John shrugged. “They volunteered to stay behind. Not only volunteered, they insisted.”

“John, Mr. Graves told them that if they came out that door, they’d lose any chance whatsoever at moving on to what awaits them in the afterlife. Now they’ll never be able to —”

“Pierce,” John said in a patient voice. “They know that. I explained it all again to them. None of them cared. I don’t know what went on down there while I was dead, but you developed some loyal subjects. No way were they going to leave you behind.”

I shook my head, tears filling my eyes. This was all too much. “John, I can’t let them do this for me. They’re revenants now.”

John looked me straight in the eye, a small smile playing on his lips, even as a man with a pair of pruning shears came charging at us.

“Pierce, a revenant is someone who’s returned from the dead,” John said, snatching away the shears. “You’re a revenant. So am I. We’re all revenants. Did you ever think we were anything else?”

Stunned, I stared at him. Why hadn’t it occurred to me before? No wonder my grandmother hated me so much and kept calling me an abomination. An NDE was simply another, more pleasant name for a revenant. Both Mr. Smith and I had actually died and come back to life, exactly like Reed and Chloe and Mrs. Engle … and Alex and John and Mr. Liu and Henry and Mr. Graves.
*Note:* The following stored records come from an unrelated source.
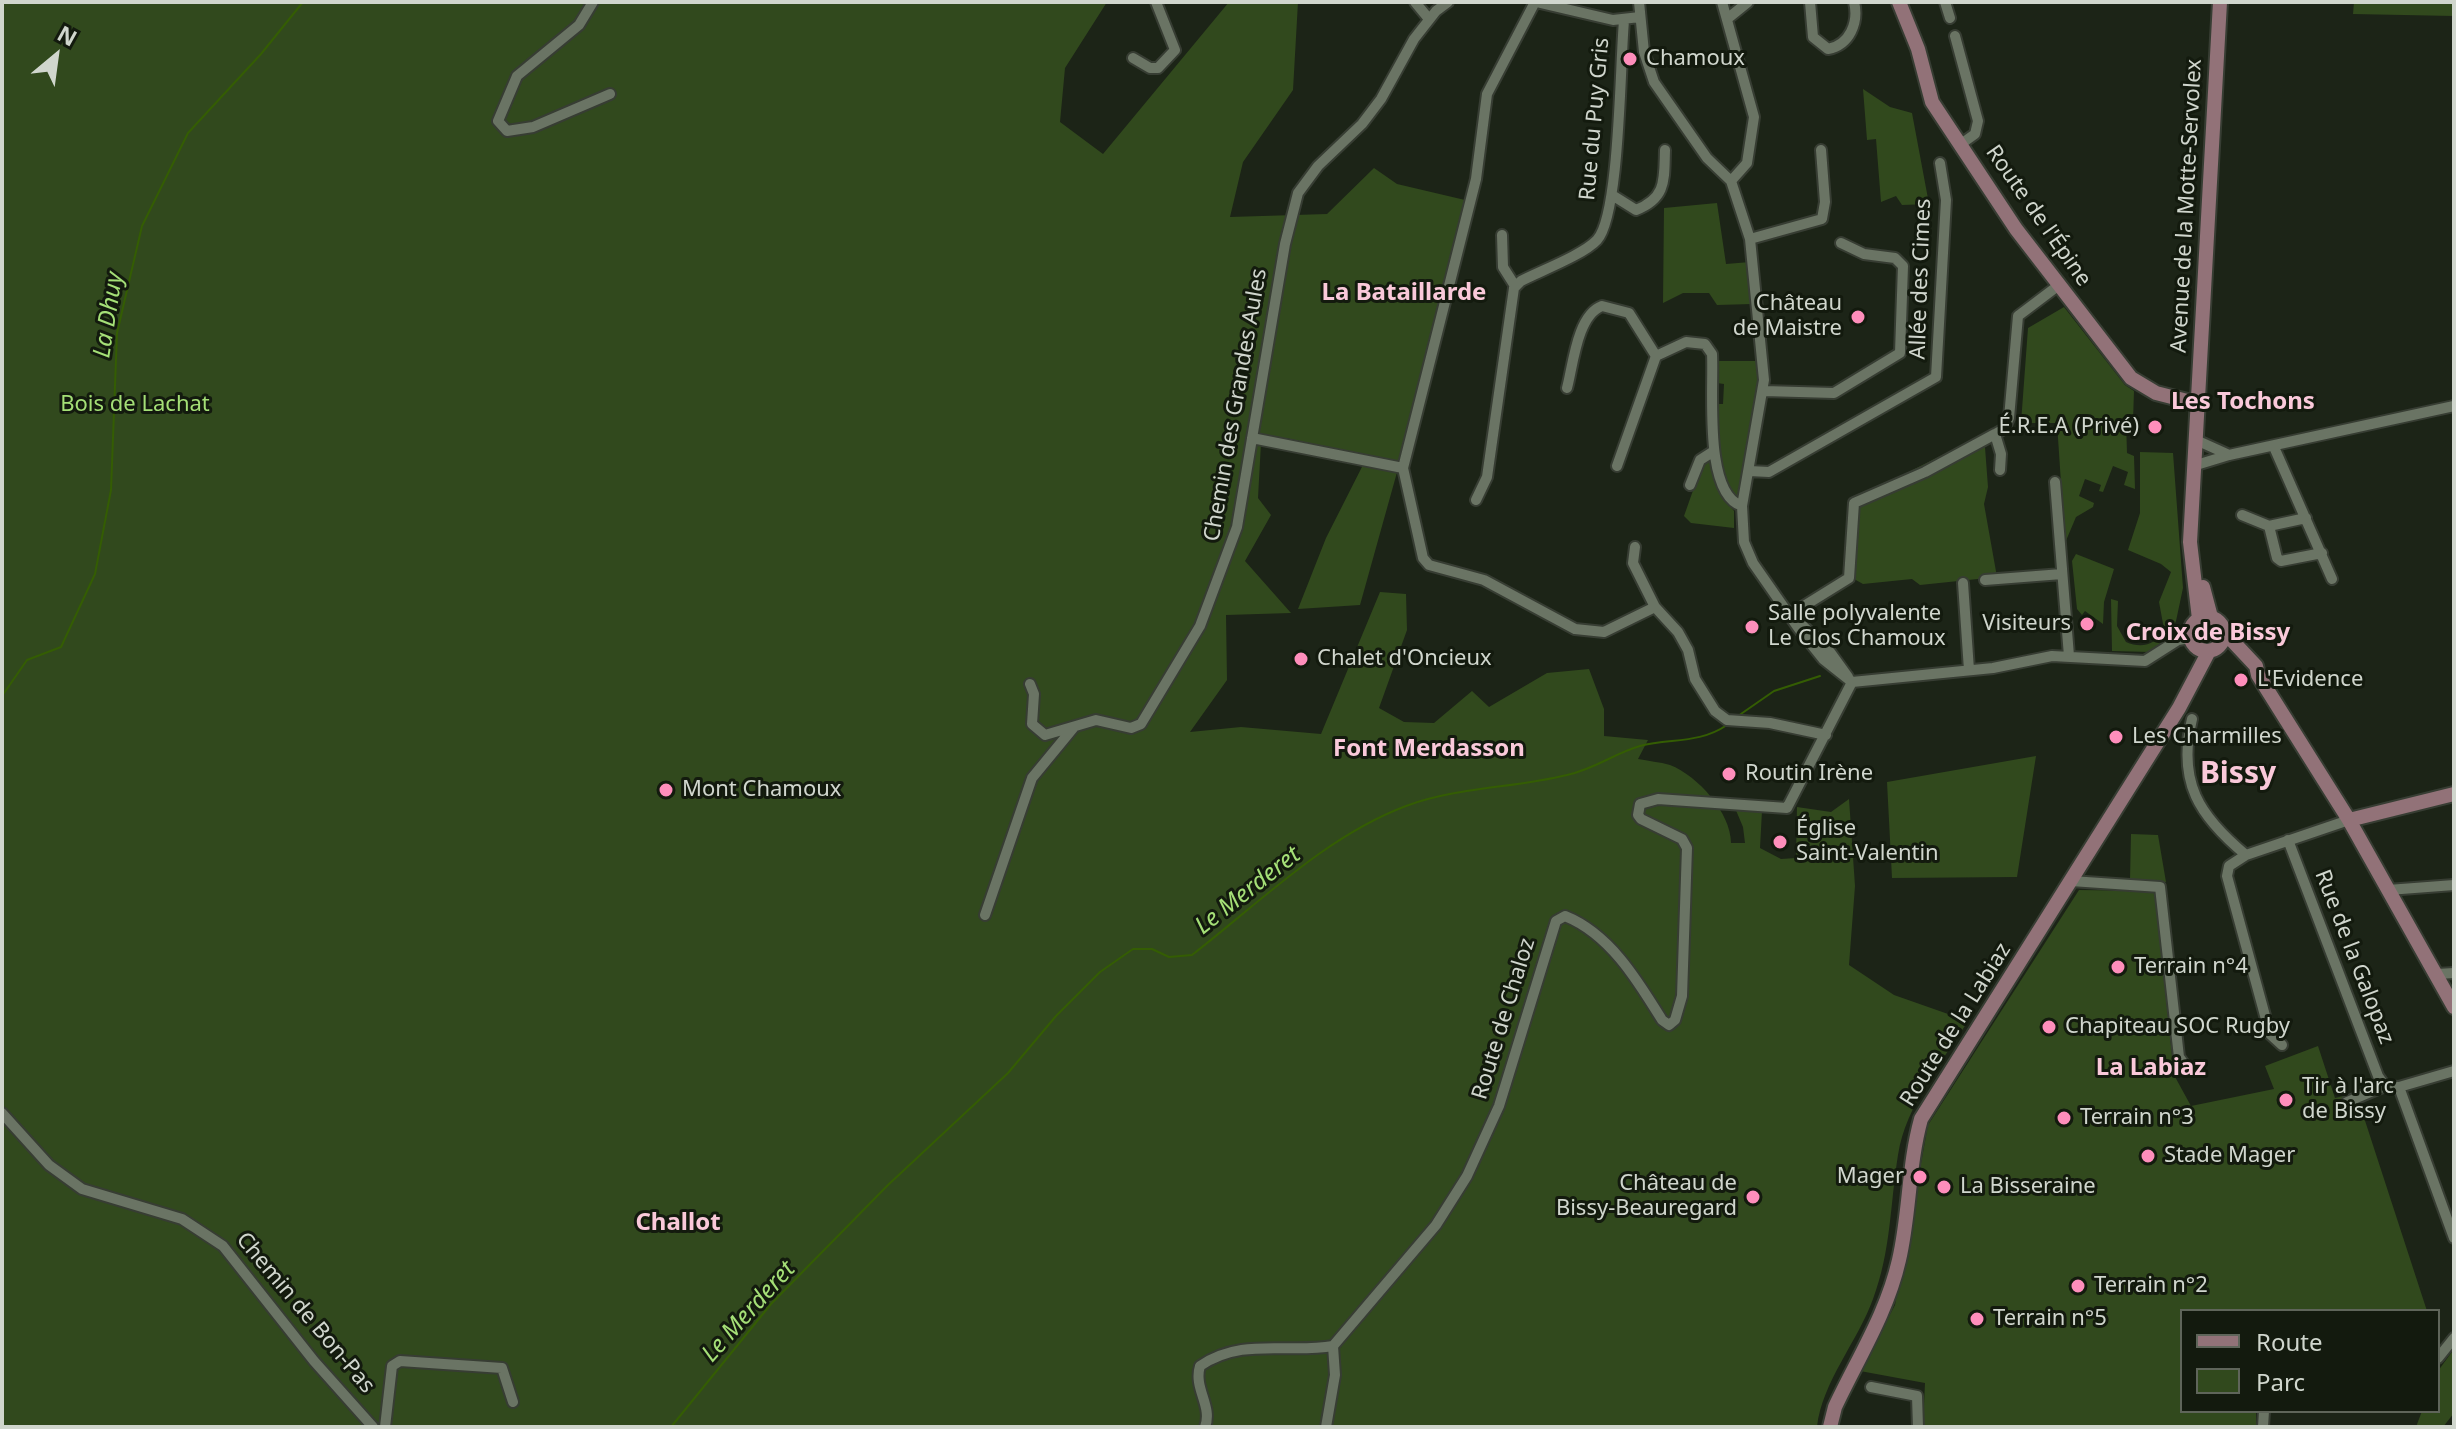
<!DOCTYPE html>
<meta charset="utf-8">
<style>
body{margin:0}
#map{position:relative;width:2456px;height:1429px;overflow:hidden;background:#1c2417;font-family:"Noto Sans",sans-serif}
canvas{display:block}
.frame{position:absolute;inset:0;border:4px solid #d0d6cd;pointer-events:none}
.legend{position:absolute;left:2180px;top:1309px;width:260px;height:104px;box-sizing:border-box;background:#131a0e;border:2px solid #5f655a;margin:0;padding:10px 14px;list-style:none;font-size:24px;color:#d0d6cd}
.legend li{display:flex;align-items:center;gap:16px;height:40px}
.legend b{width:40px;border:2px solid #5f655a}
.north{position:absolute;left:16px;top:16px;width:80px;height:80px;-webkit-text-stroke:6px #131a0e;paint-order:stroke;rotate:29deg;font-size:22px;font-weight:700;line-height:32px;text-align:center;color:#d0d6cd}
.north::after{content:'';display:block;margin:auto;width:28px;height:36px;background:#d0d6cd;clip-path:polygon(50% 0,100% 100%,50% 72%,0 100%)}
</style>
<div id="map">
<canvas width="2456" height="1429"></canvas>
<div class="frame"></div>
<ul class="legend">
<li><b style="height:10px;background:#927278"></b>Route</li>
<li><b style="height:22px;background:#31491d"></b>Parc</li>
</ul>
<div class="north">N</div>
</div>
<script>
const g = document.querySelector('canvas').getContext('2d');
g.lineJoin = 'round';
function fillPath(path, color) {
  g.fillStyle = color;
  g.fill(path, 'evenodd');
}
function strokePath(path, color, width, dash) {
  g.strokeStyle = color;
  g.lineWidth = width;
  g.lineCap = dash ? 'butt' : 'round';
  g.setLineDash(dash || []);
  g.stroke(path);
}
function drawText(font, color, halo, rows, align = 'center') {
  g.font = font + ' "Noto Sans",sans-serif';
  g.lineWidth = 6;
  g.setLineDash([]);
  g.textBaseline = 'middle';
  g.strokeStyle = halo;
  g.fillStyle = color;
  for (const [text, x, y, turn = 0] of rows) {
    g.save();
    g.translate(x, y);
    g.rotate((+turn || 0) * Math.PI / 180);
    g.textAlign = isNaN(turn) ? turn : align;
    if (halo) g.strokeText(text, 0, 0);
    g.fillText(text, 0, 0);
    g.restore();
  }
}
fillPath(new Path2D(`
 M2,2H1107L1065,68L1060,122L1103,154L1229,2H1298L1293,90L1243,162L1230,217L1327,214L1374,168L1397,184L1465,200L1401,458L1360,605L1298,609L1326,538L1367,457L1286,438L1261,443L1258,498L1271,515L1245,561L1291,613L1226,615L1227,680L1190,732L1241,727L1321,734L1380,592L1406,594L1407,630L1379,708L1404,722L1434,723L1472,691L1489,707L1547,673L1589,669L1604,709V736L1648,740L1638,759C1648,761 1660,762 1670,765C1698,776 1731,813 1731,843H1745L1743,827L1735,808L1762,811L1760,848L1781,859L1796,858L1797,807L1831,812L1849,799L1855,886L1849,965L1894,995L1968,1021C1942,1062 1906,1105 1898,1155C1890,1205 1891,1251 1873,1299C1858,1341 1822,1382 1817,1427H2Z
 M2354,2H2454V16L2353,14Z
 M1863,89L1890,107L1912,113L1929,204L1902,205L1896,196L1881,202L1876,139L1867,140Z
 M1717,203L1726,264L1750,262L1752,304L1717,305L1709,293H1683L1663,303L1664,208Z
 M2064,307L2125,385L2134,391L2133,421H2126L2127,453L2134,456L2135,489L2124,485L2128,472L2113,466L2103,492L2099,491L2101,485L2085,479L2079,496L2094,503L2093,507L2076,517L2065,543L2057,423H2021L2028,328Z
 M1717,361H1759V386L1737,497L1731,493L1718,451L1716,404H1723L1724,384L1717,383Z
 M1984,434L1988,487L1984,504L1997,577L1920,585L1912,579L1863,584L1847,575L1851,501Z
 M2140,452L2173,453L2183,588L2176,621L2169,635L2150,652L2112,651L2111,599L2118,601L2117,626L2126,642C2142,649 2156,645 2164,629L2159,602L2171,572L2161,564L2128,550L2140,513Z
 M1710,460L1721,494L1734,511V528L1691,523L1684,516L1702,465Z
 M2076,554L2114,569L2104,602L2103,624L2085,611L2082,615L2077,609L2072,561Z
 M2036,756L2017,877L1892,878L1887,782Z
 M2131,834L2158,835L2166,882L2130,880Z
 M2079,890L2155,891L2174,1075L2191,1106L2274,1089L2265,1066L2318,1046L2335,1098L2356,1093L2427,1311H2182V1411H2256V1427H1923L1925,1383L1860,1371L1895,1305L1928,1125Z
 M2454,1349V1413L2443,1427H2416L2422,1411H2438V1371Z`), '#31491d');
strokePath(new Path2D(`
 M2,696L27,660L61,647L95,574L111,490L117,333L142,226L188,133L261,54L303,2
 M1738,716L1774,691L1820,676
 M671,1427L771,1304L888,1185L1008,1073L1056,1016L1100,972L1133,949H1152L1169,957L1192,955C1259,903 1326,836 1406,806C1457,787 1515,788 1567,775C1595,769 1615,753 1640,746C1671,738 1699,744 1727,725`), '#345d03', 2);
const street = new Path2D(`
 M593,2L579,25L517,76L498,121L507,131L533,127L610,94
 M1415,2L1429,19
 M1535,2L1487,94L1476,179L1403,468L1423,558L1429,565L1484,580L1575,629L1604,632L1655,607L1678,632L1688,650L1695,679L1715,711L1727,720L1770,723L1826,735
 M1536,2L1613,20L1640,17
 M1639,2L1644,52L1654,82L1707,158L1731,181L1750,239L1764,380L1742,506L1744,542L1753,563L1799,629L1823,659L1852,682
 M1722,2L1754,117L1747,163L1731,181
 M1810,2L1813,37L1828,49C1850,45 1859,22 1854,2
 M1945,2L1950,18
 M1727,19L1748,2
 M1955,36L1978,121L1975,134L1961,144
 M1133,58L1150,68H1158L1175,50L1156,2
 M1612,195L1636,210C1667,198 1664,179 1665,150
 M1502,235L1503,267L1515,286
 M1750,239L1822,219L1825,202L1821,150
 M1567,388C1573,366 1577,315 1602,306L1629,313L1656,356L1686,342L1705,344L1712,354C1714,388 1703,494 1742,506
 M1764,391L1834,393L1900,353L1903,266L1895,258L1864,254L1841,243
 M1995,434L2004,429L2009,418L2018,316L2059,285
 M1252,438L1403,468
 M2196,440L2227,454
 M2274,447L2332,579
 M1617,466L1656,356
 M2193,466L2229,455L2454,406
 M1749,471L1769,472L1936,377L1946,200L1940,163
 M2055,482L2069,656
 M1690,485L1700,460L1714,451
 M1476,500L1487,477L1514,288L1521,281C1540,271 1583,255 1597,240C1620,215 1620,62 1624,21
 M2242,515L2269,526L2306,518
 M2269,526L2277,558L2281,561L2322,553
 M1635,547L1633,563L1655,607
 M1985,580L2062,574
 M1963,583L1969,670
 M1791,614L1849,578L1854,503L1925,472L1995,434L2001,454L2000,470
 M1798,621L1830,652L1848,677
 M1852,682L1993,668L2052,656L2145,661L2178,640L2190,638
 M1030,684L1034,694L1032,724L1045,735L1096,720L1131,728L1141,724L1200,626L1237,527L1285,244L1298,193L1318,166L1362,124L1381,99L1414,39L1436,11L1448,2
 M2192,719C2177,782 2199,816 2246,855
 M2288,840L2378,1076L2385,1086
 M2071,881L2160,887L2179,1057L2187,1068
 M2388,890L2454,885
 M985,915L1032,778L1074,727
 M2437,974L2454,973
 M2282,1045L2270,1034L2227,876L2229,866L2246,855L2349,820
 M2399,1087L2454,1238
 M2347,1102L2385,1086L2399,1087L2454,1071
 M2,1113L49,1165L82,1189L182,1219L223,1246L314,1361L373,1427
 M2438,1358L2454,1338
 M1871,1387L1917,1396L1918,1427
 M385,1427L392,1366L400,1361L502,1368L513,1402
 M1205,1427C1213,1406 1193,1388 1200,1366C1242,1337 1287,1354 1333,1346L1436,1225L1467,1176L1499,1106L1556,921L1565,916C1610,934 1638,981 1662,1020L1669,1025L1675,1020L1682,996L1687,848L1682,839L1641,819L1638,815L1640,804L1658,799L1787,808L1852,682
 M1326,1427L1335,1375L1333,1346
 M2263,1427L2264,1411`);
const secondary = new Path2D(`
 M1899,2L1918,49L1932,102L2016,229L2131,378L2156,393L2199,404
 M2203,587L2211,617
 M2190 634a17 17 0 1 1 34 0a17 17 0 1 1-34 0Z
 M2199,619L2190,542L2220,2
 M2225,633L2256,666L2258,675L2349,820L2454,1007
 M2349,820L2454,794
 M1830,1427L1835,1407C1858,1358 1887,1313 1899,1260C1910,1213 1908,1166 1921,1119L2179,708L2209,651`);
strokePath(street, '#373d33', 14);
strokePath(secondary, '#373d33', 18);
strokePath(street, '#6a7464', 10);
strokePath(secondary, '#927278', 14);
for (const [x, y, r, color] of [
 [1630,59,8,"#fe8ebb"],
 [1858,317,8,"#fe8ebb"],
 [2155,427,8,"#fe8ebb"],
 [2087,624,8,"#fe8ebb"],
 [1752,627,8,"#fe8ebb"],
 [1301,659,8,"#fe8ebb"],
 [2241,680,8,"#fe8ebb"],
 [2116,737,8,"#fe8ebb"],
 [1729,774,8,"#fe8ebb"],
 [666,790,8,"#fe8ebb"],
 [1780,842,8,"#fe8ebb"],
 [2118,967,8,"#fe8ebb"],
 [2049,1027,8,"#fe8ebb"],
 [2286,1100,8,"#fe8ebb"],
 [2064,1118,8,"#fe8ebb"],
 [2148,1156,8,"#fe8ebb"],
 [1920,1177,8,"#fe8ebb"],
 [1944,1187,8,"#fe8ebb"],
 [1753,1197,8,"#fe8ebb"],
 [2078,1286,8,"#fe8ebb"],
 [1977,1319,8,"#fe8ebb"]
]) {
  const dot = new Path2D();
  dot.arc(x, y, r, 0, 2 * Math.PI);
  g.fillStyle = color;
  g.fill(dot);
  strokePath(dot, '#131a0e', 3);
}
drawText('22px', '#d0d6cd', '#131a0e', [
 ["Chamoux",1646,59],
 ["Château",1842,304,"right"],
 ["de Maistre",1842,329,"right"],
 ["É.R.E.A (Privé)",2139,427,"right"],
 ["Salle polyvalente",1768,614],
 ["Le Clos Chamoux",1768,639],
 ["Visiteurs",2071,624,"right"],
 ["Chalet d'Oncieux",1317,659],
 ["L'Evidence",2257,680],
 ["Les Charmilles",2132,737],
 ["Routin Irène",1745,774],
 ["Mont Chamoux",682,790],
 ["Église",1796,829],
 ["Saint-Valentin",1796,854],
 ["Terrain n°4",2134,967],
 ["Chapiteau SOC Rugby",2065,1027],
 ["Tir à l'arc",2302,1087],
 ["de Bissy",2302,1112],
 ["Terrain n°3",2080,1118],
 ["Stade Mager",2164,1156],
 ["Mager",1904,1177,"right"],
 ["Château de",1737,1184,"right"],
 ["Bissy-Beauregard",1737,1209,"right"],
 ["La Bisseraine",1960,1187],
 ["Terrain n°2",2094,1286],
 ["Terrain n°5",1993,1319]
], 'left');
drawText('22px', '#d0d6cd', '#131a0e', [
 ["Rue du Puy Gris",1595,119,-85],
 ["Avenue de la Motte-Servolex",2187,206,-87],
 ["Route de l'Épine",2038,216,55],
 ["Allée des Cimes",1921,279,-88],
 ["Chemin des Grandes Aules",1236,405,-80],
 ["Rue de la Galopaz",2354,957,69],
 ["Route de Chaloz",1504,1019,-73],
 ["Route de la Labiaz",1956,1025,-58],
 ["Chemin de Bon-Pas",305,1313,50]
]);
drawText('22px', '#a4df76', '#131a0e', [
 ["Bois de Lachat",135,405]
]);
drawText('bold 24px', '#fac9da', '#131a0e', [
 ["La Bataillarde",1404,293],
 ["Les Tochons",2243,402],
 ["Croix de Bissy",2208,633],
 ["Font Merdasson",1429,749],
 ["La Labiaz",2151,1068],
 ["Challot",678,1223]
]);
drawText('italic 24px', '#a5e077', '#131a0e', [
 ["La Dhuy",109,315,-81],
 ["Le Merderet",1248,891,-38],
 ["Le Merderet",749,1312,-48]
]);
drawText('bold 30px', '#fac9da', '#131a0e', [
 ["Bissy",2238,774]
]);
</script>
John was right. We were all revenants.

John gave the man who’d been holding the pruning shears a jab in the jaw that sent him spinning. Across the way, I heard Reed whoop admiringly. “Dead boy can punch!”

John turned to give a little bow of acknowledgment in Reed’s direction. Reed saluted, then sent the butt end of his harpoon gun into the sizable stomach of a nearby Fury.

I was still trying to puzzle out the intricacies of male camaraderie when I felt a hand on my arm and spun around, my whip flying, only to see Henry’s face peering up at me.

“Miss,” he cried, ducking beneath my lash. “It’s only me, miss.”

“Henry,” I said, relieved. “Don’t do that. You shouldn’t be here, it isn’t safe.” My point was illustrated as my bicycle went flying past us both, hurled by an outraged Fury. “What is it?”

“My slingshot,” he said. “The one I made you. Do you still have it? You should use it. Put your diamond in it, and shoot it at them, and then once they’re hit, they won’t be Furies anymore.”

Again with the slingshot.

“Henry,” I said, pulling him to the side of a nearby crypt, out of the range of flying bicycles, since Mr. Liu had picked up the shattered remains of mine, and was hurling it back at the original thrower. “Your slingshot is in my tote bag, which I left over there —”

I pointed across the blossom-strewn path, to where Mr. Smith was engaged in what looked like a fight to the death with my grandmother, something I’d only just noticed.

“Oh, no,” I said, my heart sinking.

“I’ll get it,” Henry cried, misunderstanding my disappointment, and darted towards the bag.